What does it all mean? The status quo in healthcare is no longer an option. Organizations that thrive in this era of disruption must reinvent their approach.

The Key to Disruption? Digital Health Management.

Digital health management combines technological innovation with transformation services to give people the support they need, when and where they need it. It has the power to shake up “business as usual.”

Here are four specific digital health management core competencies to drive patient engagement and satisfaction, improve outcomes, and differentiate your organization in today’s competitive market.

1. Support the whole person with a comprehensive solution.

Most organizations acknowledge that patients need more holistic support to improve their health — but few feel they have the tools to accomplish this. Many organizations organize their teams around particular conditions. Or, they’ve invested in multiple point solutions such as wellness programs, condition-specific apps, or texting services. While well-intentioned, this approach can quickly overwhelm patients.

Organizations must enact more practices that support the whole person, improve the patient experience, and demonstrate differentiated value. Instead of leaving patients with multiple apps to manage, or many care teams to communicate with, organizations should offer health guidance tied to a single solution. This solution may, for instance, include chronic or complex conditions, comorbidities, care transitions and care navigation, lifestyle, wellness, and social components. Personalized solutions like these will more likely result in patients feeling more supported, more engaged in their clinical programs, and better able to independently manage their health.

2. Generate insights that enable early interventions.

Digital health management can generate large amounts of data from patients’ interactions with their mobile clinical programs, as well as from digital communications with their care teams. A digital health solution that harnesses this data as analytics can create unique insights into patient needs and behaviors, insights that extend far beyond the four walls of in-person care.

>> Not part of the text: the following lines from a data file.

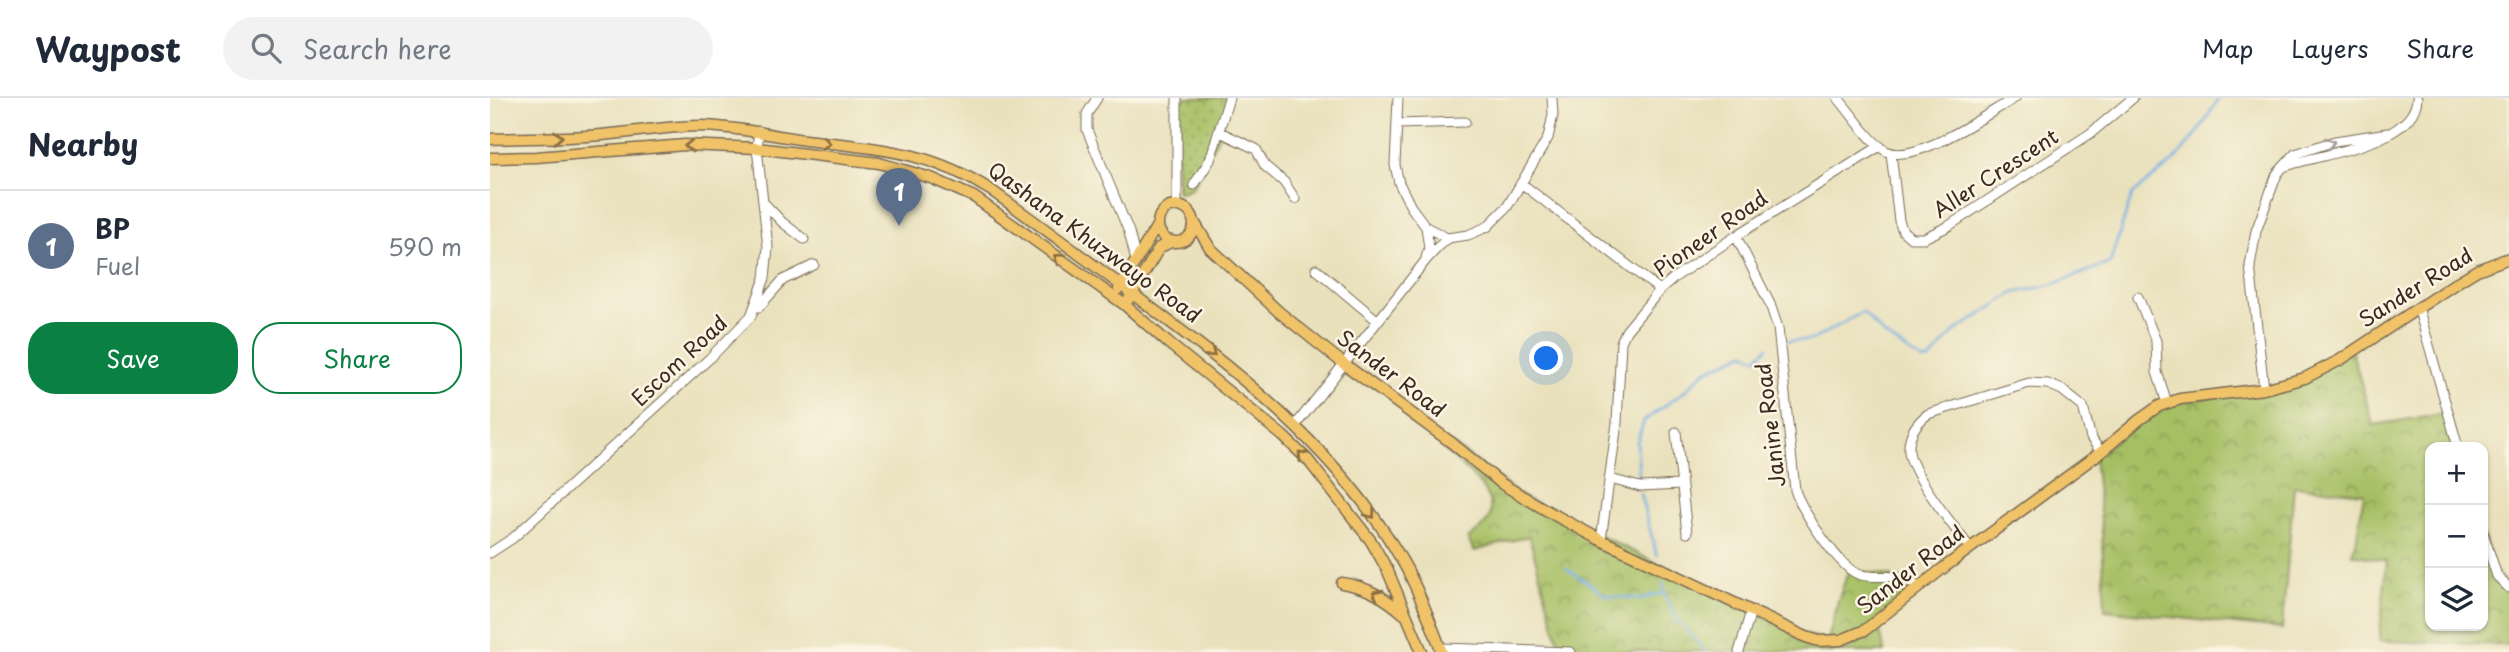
<!DOCTYPE html>
<meta charset="utf-8">
<style>
:root{--surface:#fff;--page:#f2f2f3;--text:#1f2937;--muted:#747a83;--line:#e0e1e3;--accent:#0b8043}
body{margin:0;font-family:"Playpen Sans",sans-serif;background:var(--page);color:var(--text)}
.controls{position:absolute;right:21px;bottom:21px;display:grid;overflow:hidden;border-radius:14px;box-shadow:0 2px 5px #0004}
.controls button{width:63px;height:63px;display:grid;place-items:center;padding:0;border:0;border-bottom:2px solid var(--line);background:var(--surface);color:var(--text);font:35px sans-serif}
.you{position:absolute;left:1057px;top:261px;width:24px;height:24px;margin:-18px;border:5px solid #fff;border-radius:50%;background:#1a73e8;box-shadow:0 0 0 10px #1a73e833}
.badge{display:grid;place-items:center;width:46px;height:46px;border-radius:50%;background:var(--accent);color:#fff;font-size:23px;font-weight:700}
.pin{position:absolute;translate:-50% -58px;filter:drop-shadow(0 2px 4px #0008)}
.pin::after{content:'';position:absolute;top:37px;width:24px;height:21px;background:inherit;clip-path:polygon(0 0,100% 0,50% 100%)}
.list{margin:0;padding:0;list-style:none}
h2{display:flex;justify-content:space-between;align-items:center;height:91px;margin:0;padding:0 28px;font-size:30px}
h2 small{font-size:23px;font-weight:400;color:var(--muted)}
.list li{display:grid;grid-template-columns:46px 1fr auto;gap:21px;align-items:center;box-sizing:border-box;height:112px;padding:0 28px;border-top:2px solid var(--line)}
.list b{display:block;font-size:26px;white-space:nowrap}
.list p{margin:0;font-size:23px;white-space:nowrap;color:var(--muted)}
.list em{font-size:23px;font-style:normal;color:var(--muted)}
.actions{display:flex;gap:14px;padding:21px 28px}
.actions a{flex:1;padding:16px 0;border:2px solid var(--accent);border-radius:28px;text-align:center;font-size:24px;color:var(--accent)}
.actions .main{background:var(--accent);color:#fff}
.icon{flex:none;width:38px;height:38px;fill:none;stroke:currentColor;stroke-width:2;stroke-linecap:round;stroke-linejoin:round}
.map{position:relative;flex:none;width:2019px;height:554px;overflow:hidden}
header{display:flex;align-items:center;gap:42px;box-sizing:border-box;height:98px;padding:0 35px;background:var(--surface);border-bottom:2px solid var(--line)}
header strong{font-size:33px}
nav{display:flex;gap:38px;margin-inline-start:auto;font-size:24px}
.search{width:490px;height:63px;background:var(--page);display:flex;align-items:center;gap:18px;box-sizing:border-box;padding:0 24px;border-radius:38px;color:var(--muted);font-size:26px}
main{display:flex}
aside{flex:1;background:var(--surface)}
.map>svg:first-child{display:block}
</style>
<header>
<strong>Waypost</strong>
<div class="search"><svg class="icon" aria-label="search" viewBox="0 0 24 24"><circle cx="10" cy="10" r="6"/><path d="M15 15l6 6"/></svg>Search here</div>
<nav><a>Map</a><a>Layers</a><a>Share</a></nav>
</header>
<main>
<aside>
<h2>Nearby<small></small></h2>
<ul class="list">
<li><span class="badge" style="background:#5c6f8a">1</span><div><b>BP</b><p>Fuel</p></div><em>590 m</em></li>
</ul>
<div class="actions"><a class="main">Save</a><a>Share</a></div>
</aside>
<div class="map">
<svg width="2019" height="554" viewBox="0 0 2019 554">
<defs>
<pattern id="grass-dots" width="8" height="8" patternUnits="userSpaceOnUse" patternTransform="scale(1.75)"><rect width="8" height="8" fill="#a6bf64"/><path d="M2 2h.1M6 6h.1" fill="none" stroke="#889b52" stroke-width="1.8" stroke-linecap="round"/></pattern>
<pattern id="park-crowns" width="20" height="18" patternUnits="userSpaceOnUse" patternTransform="scale(1.75)"><rect width="20" height="18" fill="#a6bf64"/><path d="M2 6a3 3 0 1 1 6 0M12 15a3 3 0 1 1 6 0" fill="none" stroke="#889b52"/></pattern>
</defs>
<rect width="100%" height="100%" fill="#fcf5e5"/>
<filter id="ink" filterUnits="userSpaceOnUse"><feTurbulence type="fractalNoise" baseFrequency=".0143" numOctaves="2"/><feDisplacementMap in="SourceGraphic" scale="14" xChannelSelector="R" yChannelSelector="G"/><feConvolveMatrix kernelMatrix="1 2 1 2 8 2 1 2 1" color-interpolation-filters="sRGB"/></filter>
<filter id="wash" filterUnits="userSpaceOnUse"><feTurbulence type="fractalNoise" baseFrequency=".00686" numOctaves="4" result="noise"/><feDisplacementMap in="SourceGraphic" scale="28" xChannelSelector="R" yChannelSelector="G"/><feGaussianBlur stdDeviation="1.57" result="paint"/><feColorMatrix in="noise" values="0 0 0 0 0 0 0 0 0 0 0 0 0 0 0 0 0 1.4 0 .05"/><feComposite in="paint" operator="in"/></filter>
<g filter="url(#wash)">
<rect width="100%" height="100%" fill="#e9e1bc"/>
<path fill="url(#grass-dots)" stroke="#707441" stroke-width="2" d="M686 0H739L730 35 704 87 699 92 687 94Z"/>
<path fill="url(#park-crowns)" stroke="#707441" stroke-width="2" d="M1862 253 1883 327 1958 315 1968 349H1940V528H1993V436L2003 470 2019 490V547L1889 543 1897 463 1862 456 1866 444 1874 395 1804 388 1792 531 1615 512 1612 433 1604 360 1668 308 1793 287Z
M962 345 1031 398 1307 535 1338 542 1348 503 1359 471 1400 478 1427 490 1387 522 1395 554 1071 553 1039 438 984 453 978 441C984 435 994 430 998 422 1012 397 969 366 954 352Z"/>
<g fill="none" stroke-linecap="round" stroke-linejoin="round">
<path stroke="#6face1" stroke-width="2.5" d="M1298 243 1322 242 1373 214 1394 237 1433 263 1440 262 1464 234 1524 195 1561 187 1620 165 1642 97 1685 62 1709 33 1729 0
M1149 382 1147 344 1154 323 1195 293 1215 273 1255 255 1267 260 1278 249
M1150 396 1167 457
M1076 470 1117 498 1152 501 1166 496H1174L1188 523 1215 553
M1173 485 1174 495"/>
</g>
</g>
<g filter="url(#ink)">
<g fill="none" stroke-linecap="round" stroke-linejoin="round">
<defs>
<path id="minor" d="M607 0 597 16V32L639 134 646 163
M687 0V108
M908 0 905 67 909 85 921 109 936 129 957 140 978 137 997 129 1017 109 1058 40 1063 17 1062 0
M1348 0C1361 15 1380 44 1396 53 1425 68 1498 15 1525 0
M907 26 975 24
M730 34 766 51 775 68 794 84 805 101
M1401 55 1409 123 1413 133 1421 140H1434L1457 129 1601 35 1643 0
M1793 69C1827 56 1925 47 1927 0
M1031 85 1170 192
M704 87 720 62 739 0
M275 106 292 124 314 141
M1246 138 1280 206 1288 230 1305 392C1311 412 1351 473 1371 477 1392 482 1412 472 1428 490
M936 160 939 150 936 129
M826 171 888 223
M1648 199 1666 243 1667 274 1677 305
M269 209 293 182 324 167
M1928 209 1968 349
M1774 291 1760 168 1766 133 1787 76 1805 56 1845 43 1898 35
M805 328 936 162 949 148 959 140
M1186 334 1197 435
M1120 381 1150 389 1190 387
M1993 435 2007 478 2019 490
M1111 442 1127 325 1131 244 1136 233 1170 192 1185 179 1246 138 1390 48
M1480 450C1465 430 1421 376 1419 353 1418 337 1426 325 1438 316L1539 285 1558 286 1572 292 1593 309 1601 340 1611 354
M0 455 23 440 220 260 261 218 275 180 278 149 267 50 269 33
M950 550 1081 554
M1249 554 1261 513"/>
<path id="major" d="M0 41C37 40 75 40 112 37 146 34 179 28 213 28 251 29 287 39 324 43 393 51 442 54 502 93 550 127 597 162 644 197 746 273 851 353 914 466 930 494 940 524 952 554
M0 60 46 59 195 47 267 50 389 65 441 80 484 99 635 207 677 244 793 338 818 362 881 443 897 471 932 554
M668 126a18 18 0 1 1 36 0a18 18 0 1 1-36 0Z
M703 122 720 150 789 214 854 266 962 345 1012 386 1061 415 1111 442 1316 539 1329 543 1351 542 1375 532 1452 471 1611 354 1649 322 1669 308 1690 301 1774 291 1815 280 1850 262 1969 183 1987 172 2019 160
M629 191 668 126
M639 201 669 150 682 143
M852 485C877 489 895 499 914 516"/>
</defs>
<use href="#minor" stroke="#786a55" stroke-width="11"/>
<use href="#major" stroke="#786a55" stroke-width="13"/>
<use href="#minor" stroke="#fff" stroke-width="9"/>
<use href="#major" stroke="#f1c369" stroke-width="10"/>
</g>
<defs><path id="oneway-chevron" d="M-2-3.5L2.5 0L-2 3.5" fill="none" stroke-width="1.6" stroke-linecap="round" stroke-linejoin="round" transform="scale(1.75)"/></defs>
<g stroke="#8d6f40">
<use href="#oneway-chevron" transform="translate(68 39) rotate(-2)"/>
<use href="#oneway-chevron" transform="translate(336 45) rotate(6)"/>
<use href="#oneway-chevron" transform="translate(199 48) rotate(178)"/>
<use href="#oneway-chevron" transform="translate(568 160) rotate(-144)"/>
<use href="#oneway-chevron" transform="translate(721 255) rotate(38)"/>
<use href="#oneway-chevron" transform="translate(812 357) rotate(-134)"/>
<use href="#oneway-chevron" transform="translate(881 416) rotate(53)"/>
<use href="#oneway-chevron" transform="translate(887 496) rotate(-152)"/>
</g>
<use stroke="#a79f9a" href="#oneway-chevron" transform="translate(1840 45) rotate(-16)"/>
</g>
<g text-anchor="middle" stroke-width="5" stroke-linejoin="round" paint-order="stroke">
<g font-size="21" fill="#3b2a1e" stroke="#fcf5e5">
<text transform="translate(1506 76) rotate(-33)" y="7">Aller Crescent</text>
<text transform="translate(1221 136) rotate(-35)" y="7">Pioneer Road</text>
<text transform="translate(604 145) rotate(36)" y="7">Qashana Khuzwayo Road</text>
<text transform="translate(1926 190) rotate(-32)" y="7">Sander Road</text>
<text transform="translate(190 263) rotate(-43)" y="7">Escom Road</text>
<text transform="translate(901 276) rotate(37)" y="7">Sander Road</text>
<text transform="translate(1281 327) rotate(-97)" y="7">Janine Road</text>
<text transform="translate(1421 472) rotate(-38)" y="7">Sander Road</text>
</g>
</g>
</svg>
<div class="controls">
<button>+</button>
<button>−</button>
<button><svg class="icon" aria-label="layers" viewBox="0 0 24 24"><path d="M12 4l9 5-9 5-9-5zM3 14l9 5 9-5"/></svg></button>
</div>
<div class="you"></div>
<div class="pin badge" style="left:409px;top:128px;background:#5c6f8a">1</div>
</div>
</main>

Care teams can then better assess patients’ progress to provide timely, proactive support. An effective digital health management solution also leverages survey instruments from mobile apps to gather important social determinant data, like whether a patient has difficulty picking up their medications. Interaction with two-way messaging or video chat can help care teams build long-term patient relationships, and in so doing, uncover important insights they wouldn’t have access to otherwise.

3. Extend the reach of staff to engage more patients.

By embracing digital health management, care teams can deliver holistic, personalized, and timely support that helps them develop long-term, trusted patient relationships and improve outcomes.

An effective digital health management solution will help care teams work more efficiently, and at greater scale. Care team transformation is a critical component of this work. One such example is a concierge approach, sometimes referred to as a “hub and spoke” model, where a care team includes a staff member serving as a single point of contact to address all patient needs. This staff member can do research, solve issues, and find convenient and affordable care options for you. Remember — digital health solutions can never replace the personal relationships care teams have with patients. Instead, they should help staff reimagine how to better support patients.

4. Deliver measurable value and continuous improvement.

Many organizations struggle to identify the appropriate patient populations to address and/or quantify the overall impact of the optimization programs they implement due to missing, incomplete, or ineffective digital health management solutions.

An effective digital health management solution can establish a clear framework for targeting, enrolling, and engaging patients. Once patients are onboarded, data generated from descriptive and predictive analysis can be leveraged to improve decision making at the operational level. This same data can quantify the overall impact of digital health management programs. Ultimately, this measurement can strengthen organizations by enabling them to continuously improve patient outcomes while differentiating their services.